If a line below contains the string "JSON", return that line.

___

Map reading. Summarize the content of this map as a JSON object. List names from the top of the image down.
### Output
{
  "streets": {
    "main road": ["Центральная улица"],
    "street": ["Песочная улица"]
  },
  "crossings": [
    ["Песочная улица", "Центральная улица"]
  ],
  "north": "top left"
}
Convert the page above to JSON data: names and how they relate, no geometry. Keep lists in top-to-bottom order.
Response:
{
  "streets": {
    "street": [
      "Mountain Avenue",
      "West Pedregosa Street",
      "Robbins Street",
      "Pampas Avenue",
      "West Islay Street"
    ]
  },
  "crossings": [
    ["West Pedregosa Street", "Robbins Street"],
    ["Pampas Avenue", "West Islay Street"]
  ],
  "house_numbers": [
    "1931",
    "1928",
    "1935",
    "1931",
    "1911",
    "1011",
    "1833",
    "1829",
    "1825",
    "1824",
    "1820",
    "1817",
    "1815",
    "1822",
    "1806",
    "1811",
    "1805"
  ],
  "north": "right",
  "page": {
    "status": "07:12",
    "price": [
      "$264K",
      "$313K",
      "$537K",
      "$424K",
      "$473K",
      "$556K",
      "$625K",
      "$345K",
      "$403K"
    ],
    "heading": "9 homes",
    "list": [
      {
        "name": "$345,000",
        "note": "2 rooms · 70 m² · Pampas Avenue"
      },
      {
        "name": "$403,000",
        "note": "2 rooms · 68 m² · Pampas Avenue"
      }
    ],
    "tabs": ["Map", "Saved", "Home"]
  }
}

___

## RESULT FOR THIS TASK
Map reading. Summarize the content of this map as a JSON object. List names from the top of the image down.
Convert the page above to JSON data: names and how they relate, no geometry. Keep lists in top-to-bottom order.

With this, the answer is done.